What to do >> Among the entries below, how many lines hold "building"? Reply with the number only.

The records >>

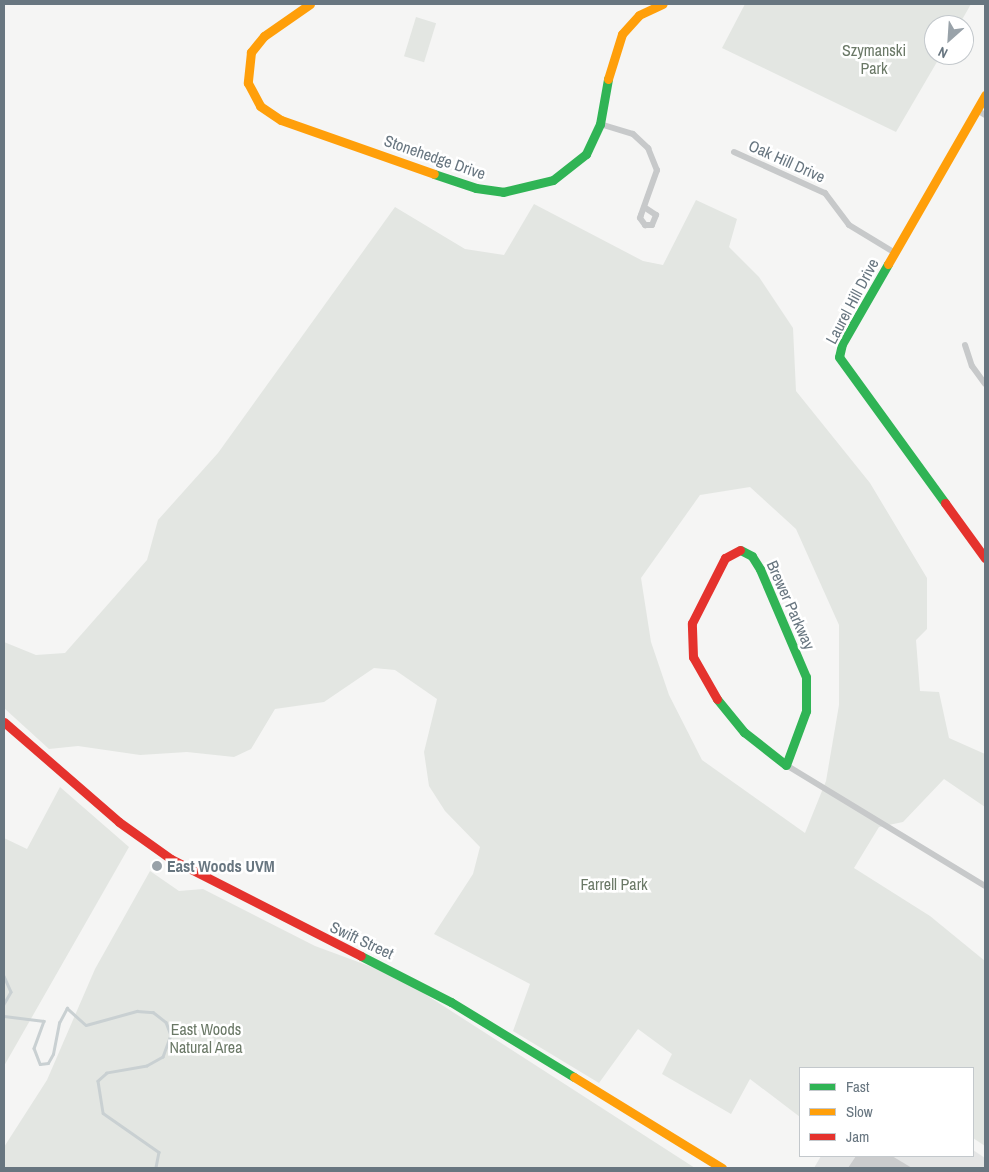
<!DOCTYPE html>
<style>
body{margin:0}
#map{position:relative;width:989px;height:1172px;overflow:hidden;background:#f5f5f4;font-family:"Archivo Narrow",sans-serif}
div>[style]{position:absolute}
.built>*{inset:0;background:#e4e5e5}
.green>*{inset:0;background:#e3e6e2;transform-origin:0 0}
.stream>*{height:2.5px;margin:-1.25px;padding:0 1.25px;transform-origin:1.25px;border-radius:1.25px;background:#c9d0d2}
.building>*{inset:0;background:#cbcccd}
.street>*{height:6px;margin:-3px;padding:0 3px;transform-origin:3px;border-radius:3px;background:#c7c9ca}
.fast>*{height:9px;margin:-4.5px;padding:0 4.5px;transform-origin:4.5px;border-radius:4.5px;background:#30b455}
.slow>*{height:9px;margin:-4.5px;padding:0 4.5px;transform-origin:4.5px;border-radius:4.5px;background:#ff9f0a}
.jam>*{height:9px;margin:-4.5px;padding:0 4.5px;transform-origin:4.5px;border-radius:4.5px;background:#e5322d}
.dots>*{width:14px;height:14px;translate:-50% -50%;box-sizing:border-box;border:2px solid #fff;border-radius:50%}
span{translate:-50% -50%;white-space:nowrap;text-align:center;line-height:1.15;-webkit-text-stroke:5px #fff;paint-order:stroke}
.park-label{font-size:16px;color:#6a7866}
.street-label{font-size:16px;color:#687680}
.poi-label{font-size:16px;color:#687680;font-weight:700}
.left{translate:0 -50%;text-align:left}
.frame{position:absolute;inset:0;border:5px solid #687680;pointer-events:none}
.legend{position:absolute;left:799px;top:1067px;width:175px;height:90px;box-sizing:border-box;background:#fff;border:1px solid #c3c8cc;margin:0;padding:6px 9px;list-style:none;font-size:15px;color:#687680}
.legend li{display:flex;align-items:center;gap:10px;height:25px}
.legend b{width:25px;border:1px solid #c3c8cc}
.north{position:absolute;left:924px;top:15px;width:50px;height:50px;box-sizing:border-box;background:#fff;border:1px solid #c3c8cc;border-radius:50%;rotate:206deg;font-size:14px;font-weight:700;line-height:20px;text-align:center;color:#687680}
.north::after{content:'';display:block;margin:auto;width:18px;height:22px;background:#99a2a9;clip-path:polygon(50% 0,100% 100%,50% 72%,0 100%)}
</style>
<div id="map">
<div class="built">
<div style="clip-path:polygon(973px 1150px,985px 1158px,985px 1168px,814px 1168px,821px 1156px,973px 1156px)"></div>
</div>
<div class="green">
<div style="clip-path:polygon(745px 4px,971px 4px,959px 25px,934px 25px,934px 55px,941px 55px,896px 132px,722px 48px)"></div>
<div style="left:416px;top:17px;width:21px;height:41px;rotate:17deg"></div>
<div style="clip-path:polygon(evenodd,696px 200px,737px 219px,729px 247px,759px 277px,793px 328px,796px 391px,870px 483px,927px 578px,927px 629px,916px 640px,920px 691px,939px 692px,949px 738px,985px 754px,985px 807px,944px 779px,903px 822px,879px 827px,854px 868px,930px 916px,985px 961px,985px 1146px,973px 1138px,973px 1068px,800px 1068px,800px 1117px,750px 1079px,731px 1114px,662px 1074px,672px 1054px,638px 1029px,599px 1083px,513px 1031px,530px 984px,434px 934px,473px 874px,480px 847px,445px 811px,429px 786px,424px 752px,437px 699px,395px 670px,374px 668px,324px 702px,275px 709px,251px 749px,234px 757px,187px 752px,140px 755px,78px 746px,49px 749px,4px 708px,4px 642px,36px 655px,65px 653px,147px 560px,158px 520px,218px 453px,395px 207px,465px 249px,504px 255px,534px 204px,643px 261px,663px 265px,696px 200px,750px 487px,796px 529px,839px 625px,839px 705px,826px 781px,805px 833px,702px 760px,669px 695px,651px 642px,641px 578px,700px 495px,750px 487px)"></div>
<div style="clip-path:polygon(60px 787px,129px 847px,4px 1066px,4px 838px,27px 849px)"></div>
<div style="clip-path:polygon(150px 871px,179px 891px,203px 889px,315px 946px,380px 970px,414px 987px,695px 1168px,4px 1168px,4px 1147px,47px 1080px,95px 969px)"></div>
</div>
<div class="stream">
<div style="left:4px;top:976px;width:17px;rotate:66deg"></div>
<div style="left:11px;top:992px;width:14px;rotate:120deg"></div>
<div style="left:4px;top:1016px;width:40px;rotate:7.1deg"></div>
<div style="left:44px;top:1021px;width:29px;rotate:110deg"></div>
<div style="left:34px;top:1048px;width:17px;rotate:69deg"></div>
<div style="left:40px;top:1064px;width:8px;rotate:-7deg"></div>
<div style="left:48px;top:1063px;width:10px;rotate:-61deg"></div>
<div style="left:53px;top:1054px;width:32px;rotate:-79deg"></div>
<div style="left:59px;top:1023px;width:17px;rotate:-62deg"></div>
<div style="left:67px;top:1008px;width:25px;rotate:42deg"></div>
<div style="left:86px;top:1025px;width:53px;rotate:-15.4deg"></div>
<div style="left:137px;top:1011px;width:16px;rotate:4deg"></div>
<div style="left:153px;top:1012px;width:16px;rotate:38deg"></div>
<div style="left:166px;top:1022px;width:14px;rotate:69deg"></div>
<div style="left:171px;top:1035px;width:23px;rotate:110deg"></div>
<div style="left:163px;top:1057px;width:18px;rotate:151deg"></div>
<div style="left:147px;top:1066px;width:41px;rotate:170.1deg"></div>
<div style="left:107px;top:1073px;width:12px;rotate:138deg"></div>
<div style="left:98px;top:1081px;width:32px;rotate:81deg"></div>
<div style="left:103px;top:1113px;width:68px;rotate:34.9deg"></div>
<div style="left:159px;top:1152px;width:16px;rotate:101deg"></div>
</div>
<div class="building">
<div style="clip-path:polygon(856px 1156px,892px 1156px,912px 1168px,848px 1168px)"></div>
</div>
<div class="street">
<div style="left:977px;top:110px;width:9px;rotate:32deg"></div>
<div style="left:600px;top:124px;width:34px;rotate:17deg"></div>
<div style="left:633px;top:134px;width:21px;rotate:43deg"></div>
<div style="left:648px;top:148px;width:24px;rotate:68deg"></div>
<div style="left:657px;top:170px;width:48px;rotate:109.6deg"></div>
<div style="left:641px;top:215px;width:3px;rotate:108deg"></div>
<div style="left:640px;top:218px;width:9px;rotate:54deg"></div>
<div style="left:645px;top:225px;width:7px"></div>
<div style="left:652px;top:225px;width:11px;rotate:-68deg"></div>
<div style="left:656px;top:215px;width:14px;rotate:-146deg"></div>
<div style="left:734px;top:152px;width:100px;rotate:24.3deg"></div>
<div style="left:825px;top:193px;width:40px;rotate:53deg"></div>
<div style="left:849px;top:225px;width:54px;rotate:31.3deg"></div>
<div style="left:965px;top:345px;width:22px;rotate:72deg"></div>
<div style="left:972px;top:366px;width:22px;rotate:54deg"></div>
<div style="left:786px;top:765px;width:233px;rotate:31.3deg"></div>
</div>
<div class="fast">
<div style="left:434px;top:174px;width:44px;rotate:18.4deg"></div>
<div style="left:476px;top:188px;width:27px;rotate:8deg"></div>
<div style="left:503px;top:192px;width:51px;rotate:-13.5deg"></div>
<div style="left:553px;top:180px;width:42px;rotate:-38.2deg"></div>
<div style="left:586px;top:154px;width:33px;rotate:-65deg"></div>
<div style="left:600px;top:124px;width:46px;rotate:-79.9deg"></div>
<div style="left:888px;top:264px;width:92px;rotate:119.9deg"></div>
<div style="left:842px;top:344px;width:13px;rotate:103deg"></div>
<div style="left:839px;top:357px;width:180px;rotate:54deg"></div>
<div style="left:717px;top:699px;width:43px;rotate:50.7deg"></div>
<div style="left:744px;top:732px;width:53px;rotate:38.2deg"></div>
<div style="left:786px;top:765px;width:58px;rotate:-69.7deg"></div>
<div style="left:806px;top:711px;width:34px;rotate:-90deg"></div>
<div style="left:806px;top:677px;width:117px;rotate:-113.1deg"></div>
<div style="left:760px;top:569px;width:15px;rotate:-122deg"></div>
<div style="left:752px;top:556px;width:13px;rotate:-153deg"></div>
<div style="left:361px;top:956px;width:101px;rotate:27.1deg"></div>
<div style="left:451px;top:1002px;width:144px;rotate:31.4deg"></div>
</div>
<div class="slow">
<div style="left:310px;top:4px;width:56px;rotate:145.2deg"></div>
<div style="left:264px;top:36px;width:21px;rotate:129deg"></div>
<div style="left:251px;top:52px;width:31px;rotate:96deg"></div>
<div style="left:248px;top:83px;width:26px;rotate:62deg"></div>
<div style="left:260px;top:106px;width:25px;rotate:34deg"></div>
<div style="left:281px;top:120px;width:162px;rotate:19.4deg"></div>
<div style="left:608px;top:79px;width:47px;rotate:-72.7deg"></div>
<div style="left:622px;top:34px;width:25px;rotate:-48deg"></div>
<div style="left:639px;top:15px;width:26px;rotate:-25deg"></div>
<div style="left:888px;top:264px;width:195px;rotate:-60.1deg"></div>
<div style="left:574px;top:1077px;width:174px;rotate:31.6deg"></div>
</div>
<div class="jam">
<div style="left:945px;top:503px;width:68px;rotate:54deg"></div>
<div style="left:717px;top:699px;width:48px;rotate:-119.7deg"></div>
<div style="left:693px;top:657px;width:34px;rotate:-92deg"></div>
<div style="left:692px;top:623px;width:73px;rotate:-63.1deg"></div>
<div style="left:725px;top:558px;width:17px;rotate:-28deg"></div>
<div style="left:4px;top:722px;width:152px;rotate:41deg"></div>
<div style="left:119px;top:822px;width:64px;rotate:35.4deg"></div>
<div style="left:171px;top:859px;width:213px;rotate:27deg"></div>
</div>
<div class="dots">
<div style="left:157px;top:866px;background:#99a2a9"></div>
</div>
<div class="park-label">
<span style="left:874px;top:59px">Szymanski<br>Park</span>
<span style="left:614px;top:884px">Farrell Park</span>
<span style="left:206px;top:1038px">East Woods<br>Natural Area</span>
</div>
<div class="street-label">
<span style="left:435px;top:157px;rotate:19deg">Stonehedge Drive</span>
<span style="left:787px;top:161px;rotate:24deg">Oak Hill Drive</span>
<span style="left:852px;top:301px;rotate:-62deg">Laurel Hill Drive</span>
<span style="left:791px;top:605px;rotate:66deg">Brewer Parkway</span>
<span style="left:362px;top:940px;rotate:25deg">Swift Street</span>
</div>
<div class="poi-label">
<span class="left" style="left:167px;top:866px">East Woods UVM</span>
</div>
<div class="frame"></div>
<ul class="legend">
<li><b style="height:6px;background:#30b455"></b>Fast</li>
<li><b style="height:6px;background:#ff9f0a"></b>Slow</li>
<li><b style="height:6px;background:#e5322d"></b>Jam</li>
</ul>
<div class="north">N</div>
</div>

Expected output >> 2